The root cause is the inclusion of static authentication material within shipped firmware images, classified as [CWE-798] Use of Hard-coded Credentials. Because the credentials are baked into the firmware, every device of the affected series shares the same secret, and discovery on one unit equates to discovery on all. Standard credential rotation, account lockout, and password complexity policies do not mitigate the exposure.

Attack Vector

The attack vector is network based. An attacker who can reach the controller's management service over TCP/IP can submit authentication requests using the embedded credentials. Devices exposed directly to the internet, or reachable from a flat enterprise network, are at highest risk. Refer to the ABB Public Advisory Document for vendor-specific technical detail.

Detection Methods for CVE-2024-51547

Indicators of Compromise

  • Successful authentication events on ABB ASPECT, NEXUS, or MATRIX management interfaces from unexpected source addresses or outside maintenance windows.
  • Configuration changes, firmware updates, or new user accounts created on affected controllers without a corresponding change ticket.
  • Outbound connections from building automation controllers to unknown external IP addresses.

Detection Strategies

  • Inventory all ABB ASPECT-Enterprise, NEXUS, and MATRIX devices and verify firmware versions against the ABB advisory.
  • Inspect network flows for authentication traffic to controller management ports originating from non-engineering subnets.
  • Correlate device login logs with operator activity records to identify sessions that cannot be attributed to authorized users.

Monitoring Recommendations

  • Forward controller authentication and audit logs to a centralized SIEM or data lake for retention and alerting.
  • Alert on any administrative action performed on ASPECT, NEXUS, or MATRIX devices from outside designated OT management hosts.
  • Monitor perimeter and OT/IT boundary firewalls for inbound traffic destined to building automation controllers.

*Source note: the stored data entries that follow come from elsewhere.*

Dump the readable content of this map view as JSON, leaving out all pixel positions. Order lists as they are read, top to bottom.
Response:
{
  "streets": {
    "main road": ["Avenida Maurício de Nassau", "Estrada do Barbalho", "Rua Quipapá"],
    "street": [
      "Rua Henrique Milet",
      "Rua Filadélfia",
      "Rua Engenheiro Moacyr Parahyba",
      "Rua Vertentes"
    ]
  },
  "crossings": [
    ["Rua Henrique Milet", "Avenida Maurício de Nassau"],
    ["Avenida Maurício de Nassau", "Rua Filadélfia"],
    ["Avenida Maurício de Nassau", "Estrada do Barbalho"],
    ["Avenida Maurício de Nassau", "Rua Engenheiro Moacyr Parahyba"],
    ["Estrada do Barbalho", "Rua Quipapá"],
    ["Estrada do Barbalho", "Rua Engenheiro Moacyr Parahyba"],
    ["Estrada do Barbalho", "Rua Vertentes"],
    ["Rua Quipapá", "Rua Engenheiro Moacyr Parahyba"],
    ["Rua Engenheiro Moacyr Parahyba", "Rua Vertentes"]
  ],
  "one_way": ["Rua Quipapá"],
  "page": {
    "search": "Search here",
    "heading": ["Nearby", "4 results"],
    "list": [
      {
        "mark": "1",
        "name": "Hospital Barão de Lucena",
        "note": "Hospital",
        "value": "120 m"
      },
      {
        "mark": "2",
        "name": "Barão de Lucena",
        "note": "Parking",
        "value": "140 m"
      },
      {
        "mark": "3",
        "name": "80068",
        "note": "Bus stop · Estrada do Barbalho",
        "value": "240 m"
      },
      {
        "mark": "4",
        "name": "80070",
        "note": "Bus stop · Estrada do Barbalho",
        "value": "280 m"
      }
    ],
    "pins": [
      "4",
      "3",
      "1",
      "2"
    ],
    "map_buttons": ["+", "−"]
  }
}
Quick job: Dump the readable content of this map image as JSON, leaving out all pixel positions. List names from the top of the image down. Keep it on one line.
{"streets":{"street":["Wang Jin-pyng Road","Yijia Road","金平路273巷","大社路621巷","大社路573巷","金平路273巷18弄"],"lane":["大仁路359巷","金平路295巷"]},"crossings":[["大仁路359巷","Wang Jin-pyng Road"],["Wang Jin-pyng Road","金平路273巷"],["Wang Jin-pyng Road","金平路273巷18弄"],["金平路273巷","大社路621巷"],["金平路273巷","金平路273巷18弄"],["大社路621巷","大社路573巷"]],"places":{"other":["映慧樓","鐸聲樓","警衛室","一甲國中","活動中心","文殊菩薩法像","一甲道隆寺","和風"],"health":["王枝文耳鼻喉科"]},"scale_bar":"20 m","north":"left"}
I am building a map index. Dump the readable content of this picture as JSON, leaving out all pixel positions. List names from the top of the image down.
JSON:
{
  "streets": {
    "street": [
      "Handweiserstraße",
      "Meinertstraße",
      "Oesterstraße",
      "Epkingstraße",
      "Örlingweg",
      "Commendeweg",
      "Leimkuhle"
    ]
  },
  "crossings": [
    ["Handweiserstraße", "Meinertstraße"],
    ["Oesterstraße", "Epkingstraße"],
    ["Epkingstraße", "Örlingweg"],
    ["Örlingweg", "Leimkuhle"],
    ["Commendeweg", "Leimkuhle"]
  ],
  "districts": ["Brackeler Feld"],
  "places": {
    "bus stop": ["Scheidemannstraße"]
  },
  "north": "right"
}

How to Mitigate CVE-2024-51547

Immediate Actions Required

  • Remove direct internet exposure of ABB ASPECT, NEXUS, and MATRIX controllers and place them behind a firewall or VPN.
  • Apply the firmware update referenced in the ABB advisory once available for your product variant.
  • Restrict management access to a dedicated engineering workstation subnet using ACLs or network segmentation.
  • Review controller audit logs for signs of unauthorized authentication or configuration change.

Patch Information

ABB has published guidance in the ABB Public Advisory Document. Operators should follow the vendor's instructions for upgrading firmware on ASPECT-Enterprise, NEXUS Series, and MATRIX Series devices beyond the 3.* train. Coordinate maintenance windows with facilities and OT engineering teams before deploying firmware.

Workarounds

  • Isolate affected controllers on a dedicated VLAN with no direct routing to corporate or internet networks.
  • Require jump-host or VPN access for any administrative interaction with the controllers, and enforce multi-factor authentication at that perimeter.
  • Disable unused services and management protocols on each device to reduce the exposed attack surface.
bash
# Example firewall ACL restricting controller management access to an engineering jump host
iptables -A FORWARD -s 10.20.30.40/32 -d 10.50.0.0/24 -p tcp --dport 443 -j ACCEPT
iptables -A FORWARD -d 10.50.0.0/24 -p tcp --dport 443 -j DROP

Disclaimer: This content was generated using AI. While we strive for accuracy, please verify critical information with official sources.